* _Exercise aim_
From first line to last, retype the data exactly.

* _Stored data_
____
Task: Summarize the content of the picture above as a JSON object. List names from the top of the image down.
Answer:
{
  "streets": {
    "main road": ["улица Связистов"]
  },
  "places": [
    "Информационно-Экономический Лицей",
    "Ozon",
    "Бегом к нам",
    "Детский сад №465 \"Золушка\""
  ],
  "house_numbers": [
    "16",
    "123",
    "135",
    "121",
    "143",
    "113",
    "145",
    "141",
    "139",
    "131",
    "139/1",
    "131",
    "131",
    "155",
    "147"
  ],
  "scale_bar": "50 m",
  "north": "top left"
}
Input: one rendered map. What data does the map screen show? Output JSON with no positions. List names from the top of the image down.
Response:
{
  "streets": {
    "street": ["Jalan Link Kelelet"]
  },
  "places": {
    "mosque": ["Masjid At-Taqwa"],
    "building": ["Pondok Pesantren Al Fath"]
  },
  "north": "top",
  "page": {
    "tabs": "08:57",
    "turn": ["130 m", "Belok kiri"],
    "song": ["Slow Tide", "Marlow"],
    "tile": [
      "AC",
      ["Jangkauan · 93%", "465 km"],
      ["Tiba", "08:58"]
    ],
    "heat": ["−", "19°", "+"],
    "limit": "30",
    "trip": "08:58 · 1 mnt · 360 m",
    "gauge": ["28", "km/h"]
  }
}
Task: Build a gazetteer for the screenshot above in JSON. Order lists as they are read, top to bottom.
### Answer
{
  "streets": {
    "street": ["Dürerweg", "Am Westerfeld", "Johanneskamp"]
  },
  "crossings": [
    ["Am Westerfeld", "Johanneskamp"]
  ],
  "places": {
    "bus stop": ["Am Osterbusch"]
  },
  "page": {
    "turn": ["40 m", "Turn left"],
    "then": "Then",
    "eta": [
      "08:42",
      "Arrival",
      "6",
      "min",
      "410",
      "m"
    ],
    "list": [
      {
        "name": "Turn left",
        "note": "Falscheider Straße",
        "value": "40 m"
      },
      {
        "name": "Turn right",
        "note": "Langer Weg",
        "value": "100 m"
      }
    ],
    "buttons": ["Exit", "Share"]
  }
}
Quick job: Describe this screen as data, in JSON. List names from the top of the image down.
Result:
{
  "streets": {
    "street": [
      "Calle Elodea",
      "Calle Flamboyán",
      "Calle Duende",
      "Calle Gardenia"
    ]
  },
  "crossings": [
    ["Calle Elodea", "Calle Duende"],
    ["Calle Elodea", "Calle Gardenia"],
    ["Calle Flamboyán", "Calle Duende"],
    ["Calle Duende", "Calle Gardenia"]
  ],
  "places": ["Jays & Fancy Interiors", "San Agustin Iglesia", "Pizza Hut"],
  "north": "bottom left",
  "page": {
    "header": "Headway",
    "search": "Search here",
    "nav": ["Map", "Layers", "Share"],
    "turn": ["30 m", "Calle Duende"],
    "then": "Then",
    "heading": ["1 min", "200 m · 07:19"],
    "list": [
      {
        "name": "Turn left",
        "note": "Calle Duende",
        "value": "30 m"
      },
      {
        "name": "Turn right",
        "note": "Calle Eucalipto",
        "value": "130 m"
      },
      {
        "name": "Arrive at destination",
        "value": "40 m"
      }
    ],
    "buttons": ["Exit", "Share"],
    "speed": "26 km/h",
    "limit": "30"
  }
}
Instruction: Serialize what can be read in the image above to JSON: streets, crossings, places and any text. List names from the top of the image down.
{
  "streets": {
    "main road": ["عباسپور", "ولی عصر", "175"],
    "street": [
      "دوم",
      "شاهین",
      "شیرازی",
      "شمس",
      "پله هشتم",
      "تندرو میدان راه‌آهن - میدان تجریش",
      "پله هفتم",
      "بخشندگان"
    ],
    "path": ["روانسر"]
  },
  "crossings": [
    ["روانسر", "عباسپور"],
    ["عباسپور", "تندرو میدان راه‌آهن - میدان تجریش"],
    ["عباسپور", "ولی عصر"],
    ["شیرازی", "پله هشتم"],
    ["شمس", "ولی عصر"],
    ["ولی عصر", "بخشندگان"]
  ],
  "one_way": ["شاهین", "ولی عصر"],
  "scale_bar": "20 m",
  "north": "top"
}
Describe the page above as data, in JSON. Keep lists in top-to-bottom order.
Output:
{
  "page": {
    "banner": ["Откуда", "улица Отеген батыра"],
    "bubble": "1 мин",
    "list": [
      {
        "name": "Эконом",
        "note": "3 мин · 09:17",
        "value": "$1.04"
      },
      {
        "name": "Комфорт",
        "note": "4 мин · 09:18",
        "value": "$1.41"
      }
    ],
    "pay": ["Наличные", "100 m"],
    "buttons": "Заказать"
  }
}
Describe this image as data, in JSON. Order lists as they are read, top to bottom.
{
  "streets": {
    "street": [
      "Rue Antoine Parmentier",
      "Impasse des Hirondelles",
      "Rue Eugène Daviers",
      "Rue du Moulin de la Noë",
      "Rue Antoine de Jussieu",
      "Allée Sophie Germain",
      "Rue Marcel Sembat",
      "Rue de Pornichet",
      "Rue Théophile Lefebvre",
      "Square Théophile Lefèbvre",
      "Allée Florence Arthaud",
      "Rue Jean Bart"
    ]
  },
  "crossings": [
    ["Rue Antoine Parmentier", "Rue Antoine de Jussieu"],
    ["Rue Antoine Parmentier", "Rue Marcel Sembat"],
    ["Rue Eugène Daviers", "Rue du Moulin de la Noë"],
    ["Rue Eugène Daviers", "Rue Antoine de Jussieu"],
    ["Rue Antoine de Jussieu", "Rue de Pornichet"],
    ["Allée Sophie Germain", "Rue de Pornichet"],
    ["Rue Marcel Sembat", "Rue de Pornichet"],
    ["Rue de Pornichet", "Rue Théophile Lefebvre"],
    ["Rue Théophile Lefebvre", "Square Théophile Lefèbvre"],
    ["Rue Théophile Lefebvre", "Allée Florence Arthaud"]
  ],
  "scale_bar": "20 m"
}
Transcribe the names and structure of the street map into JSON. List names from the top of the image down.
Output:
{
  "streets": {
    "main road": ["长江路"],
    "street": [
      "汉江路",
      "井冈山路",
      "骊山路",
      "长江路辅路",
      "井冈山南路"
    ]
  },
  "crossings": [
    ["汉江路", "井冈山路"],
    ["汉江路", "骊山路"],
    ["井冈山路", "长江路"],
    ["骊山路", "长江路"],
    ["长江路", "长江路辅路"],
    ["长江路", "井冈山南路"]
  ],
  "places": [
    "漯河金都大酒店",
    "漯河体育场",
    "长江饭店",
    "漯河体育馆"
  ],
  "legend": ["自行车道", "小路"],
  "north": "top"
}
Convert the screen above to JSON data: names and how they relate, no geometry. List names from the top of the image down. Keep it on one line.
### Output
____
* _Exercise response_
Task: Summarize the content of the picture above as a JSON object. List names from the top of the image down.
Answer:
{
  "streets": {
    "main road": ["улица Связистов"]
  },
  "places": [
    "Информационно-Экономический Лицей",
    "Ozon",
    "Бегом к нам",
    "Детский сад №465 \"Золушка\""
  ],
  "house_numbers": [
    "16",
    "123",
    "135",
    "121",
    "143",
    "113",
    "145",
    "141",
    "139",
    "131",
    "139/1",
    "131",
    "131",
    "155",
    "147"
  ],
  "scale_bar": "50 m",
  "north": "top left"
}
Input: one rendered map. What data does the map screen show? Output JSON with no positions. List names from the top of the image down.
Response:
{
  "streets": {
    "street": ["Jalan Link Kelelet"]
  },
  "places": {
    "mosque": ["Masjid At-Taqwa"],
    "building": ["Pondok Pesantren Al Fath"]
  },
  "north": "top",
  "page": {
    "tabs": "08:57",
    "turn": ["130 m", "Belok kiri"],
    "song": ["Slow Tide", "Marlow"],
    "tile": [
      "AC",
      ["Jangkauan · 93%", "465 km"],
      ["Tiba", "08:58"]
    ],
    "heat": ["−", "19°", "+"],
    "limit": "30",
    "trip": "08:58 · 1 mnt · 360 m",
    "gauge": ["28", "km/h"]
  }
}
Task: Build a gazetteer for the screenshot above in JSON. Order lists as they are read, top to bottom.
### Answer
{
  "streets": {
    "street": ["Dürerweg", "Am Westerfeld", "Johanneskamp"]
  },
  "crossings": [
    ["Am Westerfeld", "Johanneskamp"]
  ],
  "places": {
    "bus stop": ["Am Osterbusch"]
  },
  "page": {
    "turn": ["40 m", "Turn left"],
    "then": "Then",
    "eta": [
      "08:42",
      "Arrival",
      "6",
      "min",
      "410",
      "m"
    ],
    "list": [
      {
        "name": "Turn left",
        "note": "Falscheider Straße",
        "value": "40 m"
      },
      {
        "name": "Turn right",
        "note": "Langer Weg",
        "value": "100 m"
      }
    ],
    "buttons": ["Exit", "Share"]
  }
}
Quick job: Describe this screen as data, in JSON. List names from the top of the image down.
Result:
{
  "streets": {
    "street": [
      "Calle Elodea",
      "Calle Flamboyán",
      "Calle Duende",
      "Calle Gardenia"
    ]
  },
  "crossings": [
    ["Calle Elodea", "Calle Duende"],
    ["Calle Elodea", "Calle Gardenia"],
    ["Calle Flamboyán", "Calle Duende"],
    ["Calle Duende", "Calle Gardenia"]
  ],
  "places": ["Jays & Fancy Interiors", "San Agustin Iglesia", "Pizza Hut"],
  "north": "bottom left",
  "page": {
    "header": "Headway",
    "search": "Search here",
    "nav": ["Map", "Layers", "Share"],
    "turn": ["30 m", "Calle Duende"],
    "then": "Then",
    "heading": ["1 min", "200 m · 07:19"],
    "list": [
      {
        "name": "Turn left",
        "note": "Calle Duende",
        "value": "30 m"
      },
      {
        "name": "Turn right",
        "note": "Calle Eucalipto",
        "value": "130 m"
      },
      {
        "name": "Arrive at destination",
        "value": "40 m"
      }
    ],
    "buttons": ["Exit", "Share"],
    "speed": "26 km/h",
    "limit": "30"
  }
}
Instruction: Serialize what can be read in the image above to JSON: streets, crossings, places and any text. List names from the top of the image down.
{
  "streets": {
    "main road": ["عباسپور", "ولی عصر", "175"],
    "street": [
      "دوم",
      "شاهین",
      "شیرازی",
      "شمس",
      "پله هشتم",
      "تندرو میدان راه‌آهن - میدان تجریش",
      "پله هفتم",
      "بخشندگان"
    ],
    "path": ["روانسر"]
  },
  "crossings": [
    ["روانسر", "عباسپور"],
    ["عباسپور", "تندرو میدان راه‌آهن - میدان تجریش"],
    ["عباسپور", "ولی عصر"],
    ["شیرازی", "پله هشتم"],
    ["شمس", "ولی عصر"],
    ["ولی عصر", "بخشندگان"]
  ],
  "one_way": ["شاهین", "ولی عصر"],
  "scale_bar": "20 m",
  "north": "top"
}
Describe the page above as data, in JSON. Keep lists in top-to-bottom order.
Output:
{
  "page": {
    "banner": ["Откуда", "улица Отеген батыра"],
    "bubble": "1 мин",
    "list": [
      {
        "name": "Эконом",
        "note": "3 мин · 09:17",
        "value": "$1.04"
      },
      {
        "name": "Комфорт",
        "note": "4 мин · 09:18",
        "value": "$1.41"
      }
    ],
    "pay": ["Наличные", "100 m"],
    "buttons": "Заказать"
  }
}
Describe this image as data, in JSON. Order lists as they are read, top to bottom.
{
  "streets": {
    "street": [
      "Rue Antoine Parmentier",
      "Impasse des Hirondelles",
      "Rue Eugène Daviers",
      "Rue du Moulin de la Noë",
      "Rue Antoine de Jussieu",
      "Allée Sophie Germain",
      "Rue Marcel Sembat",
      "Rue de Pornichet",
      "Rue Théophile Lefebvre",
      "Square Théophile Lefèbvre",
      "Allée Florence Arthaud",
      "Rue Jean Bart"
    ]
  },
  "crossings": [
    ["Rue Antoine Parmentier", "Rue Antoine de Jussieu"],
    ["Rue Antoine Parmentier", "Rue Marcel Sembat"],
    ["Rue Eugène Daviers", "Rue du Moulin de la Noë"],
    ["Rue Eugène Daviers", "Rue Antoine de Jussieu"],
    ["Rue Antoine de Jussieu", "Rue de Pornichet"],
    ["Allée Sophie Germain", "Rue de Pornichet"],
    ["Rue Marcel Sembat", "Rue de Pornichet"],
    ["Rue de Pornichet", "Rue Théophile Lefebvre"],
    ["Rue Théophile Lefebvre", "Square Théophile Lefèbvre"],
    ["Rue Théophile Lefebvre", "Allée Florence Arthaud"]
  ],
  "scale_bar": "20 m"
}
Transcribe the names and structure of the street map into JSON. List names from the top of the image down.
Output:
{
  "streets": {
    "main road": ["长江路"],
    "street": [
      "汉江路",
      "井冈山路",
      "骊山路",
      "长江路辅路",
      "井冈山南路"
    ]
  },
  "crossings": [
    ["汉江路", "井冈山路"],
    ["汉江路", "骊山路"],
    ["井冈山路", "长江路"],
    ["骊山路", "长江路"],
    ["长江路", "长江路辅路"],
    ["长江路", "井冈山南路"]
  ],
  "places": [
    "漯河金都大酒店",
    "漯河体育场",
    "长江饭店",
    "漯河体育馆"
  ],
  "legend": ["自行车道", "小路"],
  "north": "top"
}
Convert the screen above to JSON data: names and how they relate, no geometry. List names from the top of the image down. Keep it on one line.
### Output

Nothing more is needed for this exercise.